You are missing the entire point of my post. You are coming at my individual points from your interpretation of a biblical argument. You seem to be defining “virtue” from a biblical standpoint.
If I may come at your argument with a bludgeon instead of finesse, what about the whole Thou shalt not kill! thing? ot the vengeance belonging to the Lord thing? or the Do unto others thing?

Never mind, you are wedded to the idea that it’s OK to continue these horrific practices. It’s not about the “have” nations, the last example I gave was from your own “have” nation. Or would you condone it if you yourself were hung from a tree because of your ancestry?

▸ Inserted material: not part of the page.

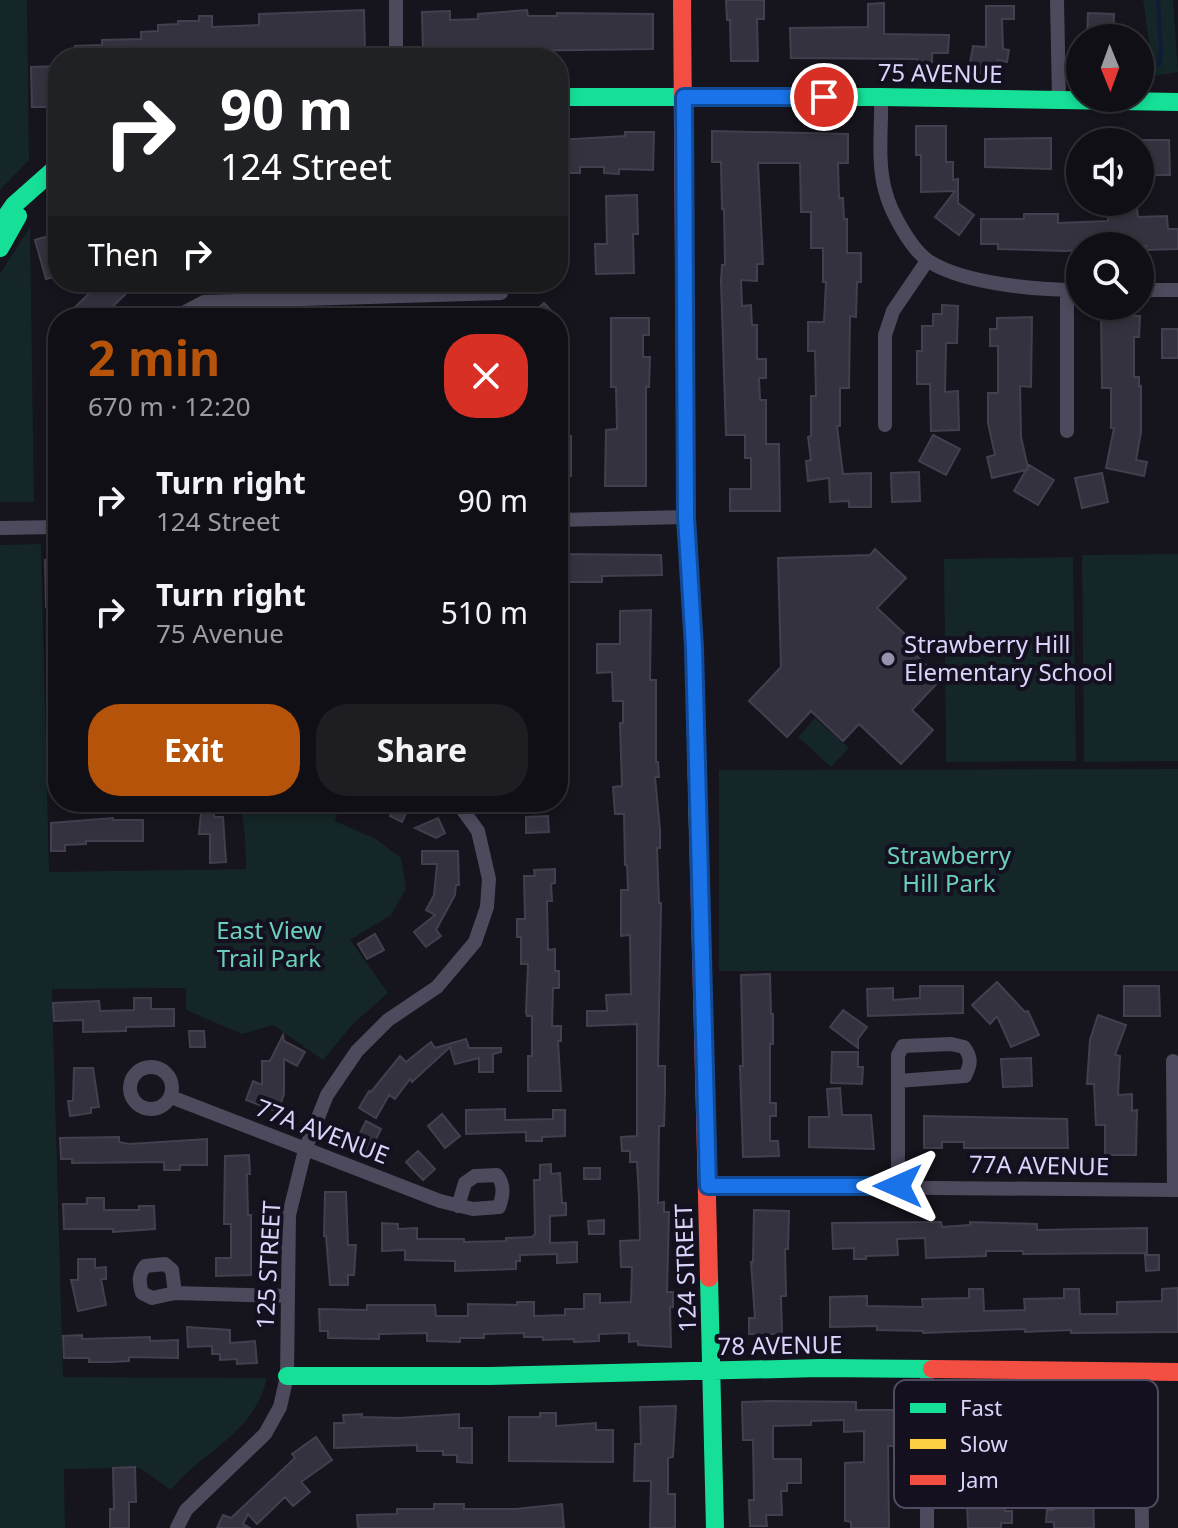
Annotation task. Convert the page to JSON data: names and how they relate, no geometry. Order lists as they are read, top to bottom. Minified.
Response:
{"streets":{"street":["75 AVENUE","77A AVENUE","125 STREET","124 STREET","78 AVENUE"]},"crossings":[["75 AVENUE","124 STREET"],["77A AVENUE","125 STREET"],["77A AVENUE","124 STREET"],["125 STREET","78 AVENUE"],["124 STREET","78 AVENUE"]],"parks":["Strawberry Hill Park","East View Trail Park"],"places":["Strawberry Hill Elementary School"],"legend":["Fast","Slow","Jam"],"north":"bottom","page":{"turn":["90 m","124 Street"],"then":"Then","heading":["2 min","670 m · 12:20"],"list":[{"name":"Turn right","note":"124 Street","value":"90 m"},{"name":"Turn right","note":"75 Avenue","value":"510 m"}],"buttons":["Exit","Share"]}}
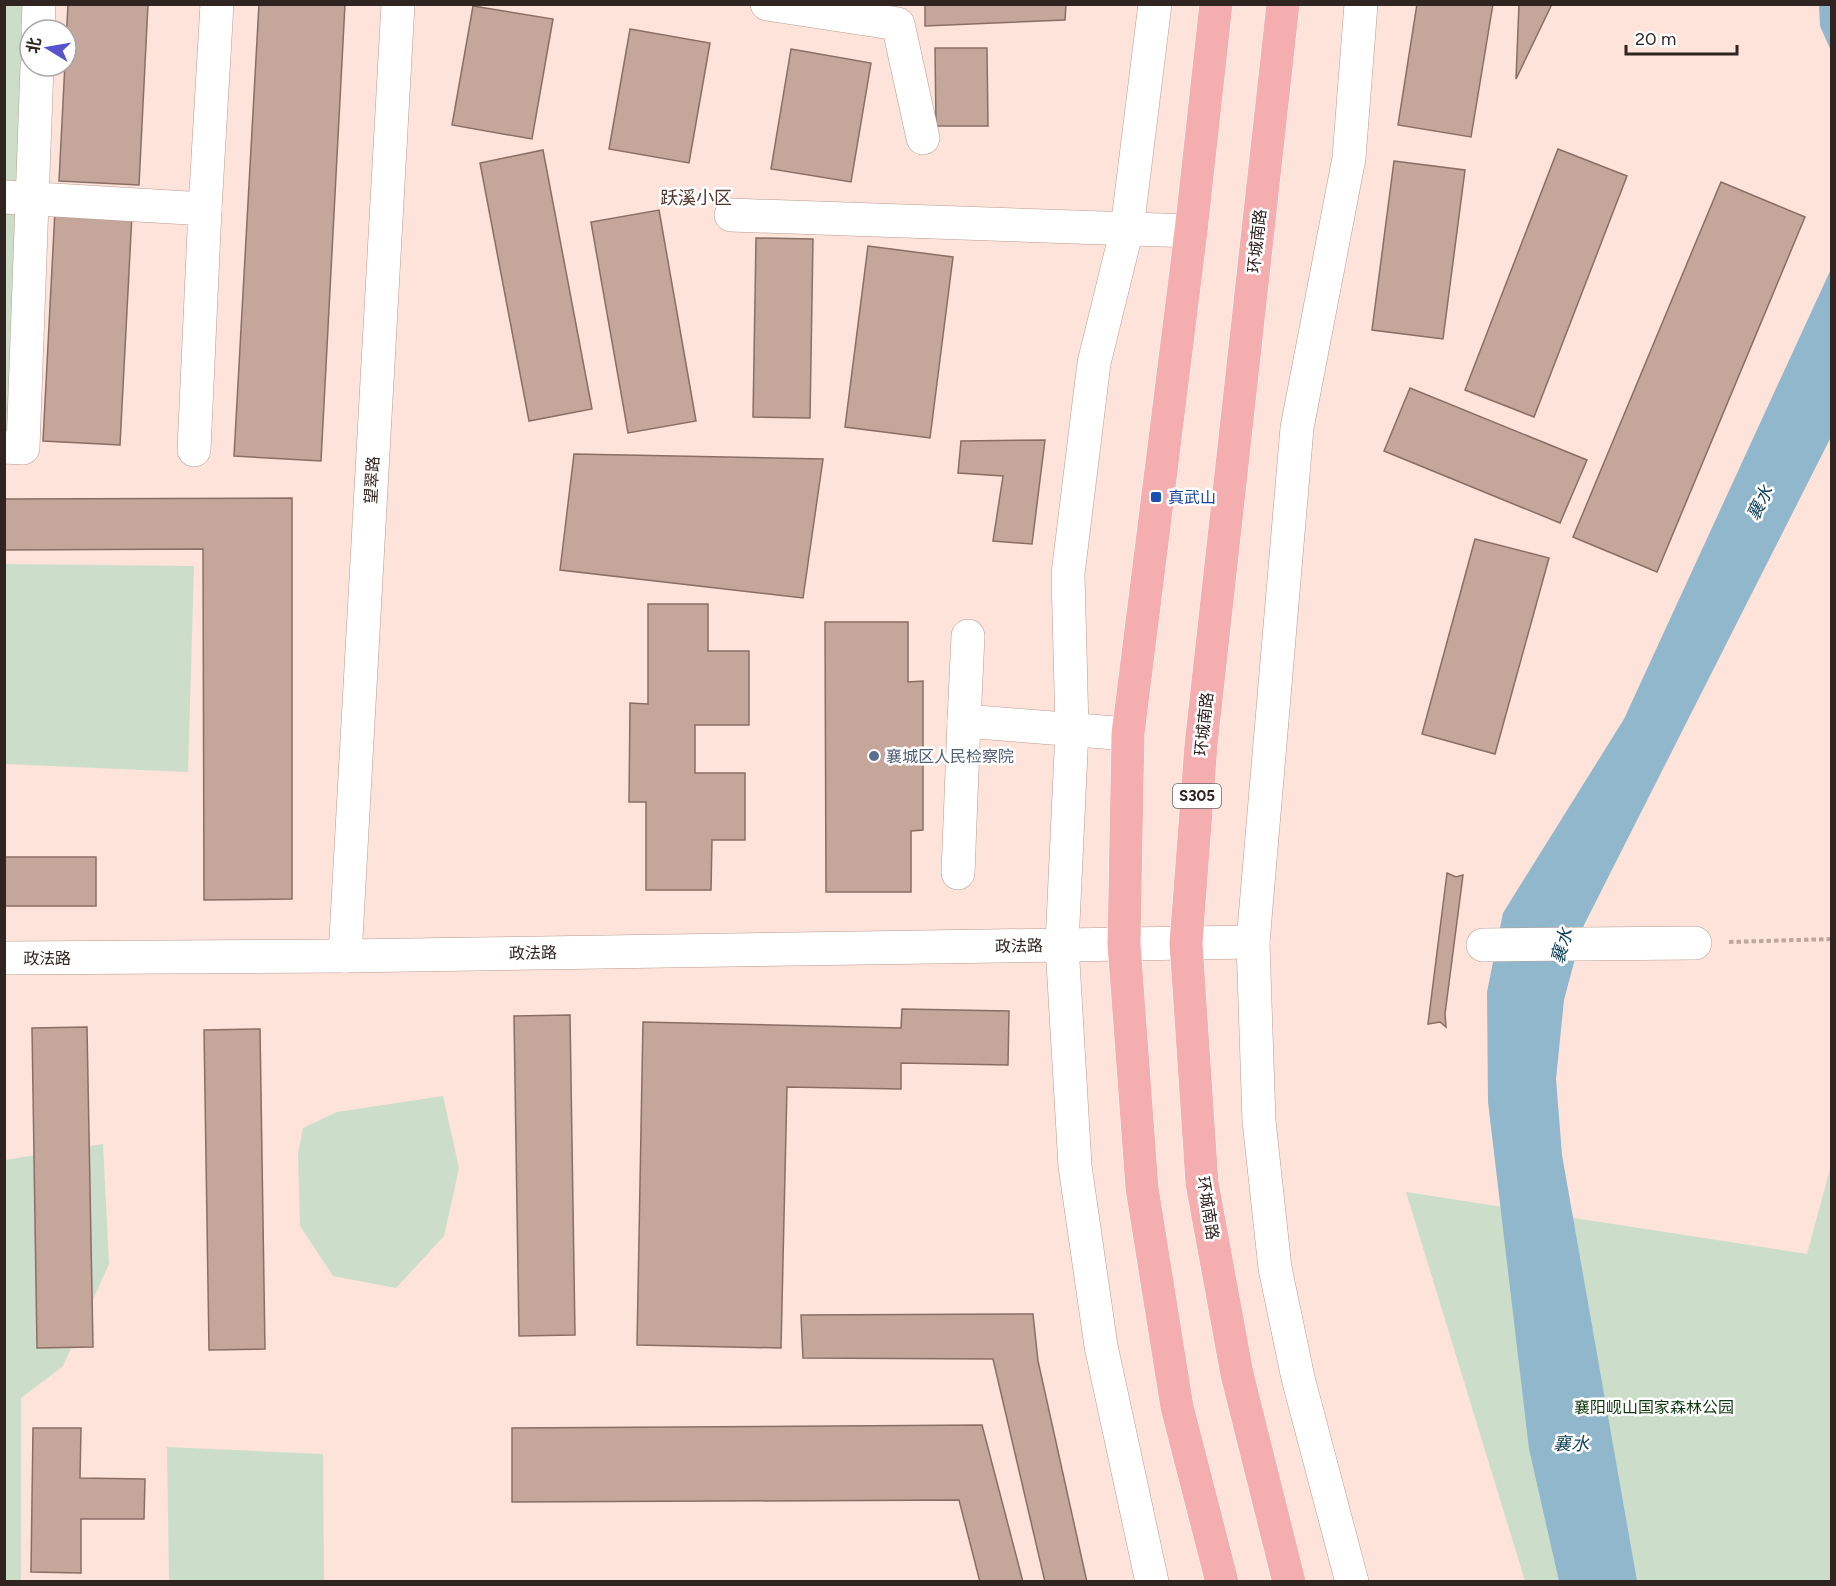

Is that OK too?

These questions are rhetorical.

cazzie's avatar

All of this makes about as much sense as me saying, ‘I’m going to start a religious culture where it’s the men that get killed in honour killings.’

cazzie's avatar

The Southern US had a heck of a culture there for a long time from the time they were colonies until January 1, 1863. I guess, by your idea of respecting cultures and practised traditions and norms, that nobody had a right to go in and say that was wrong and mess with it. Other people felt it was wrong and morally repugnant, but what right did they have to press their own progressive ideas on their Southern Culture that relied and built upon and prayed and praised their god for it.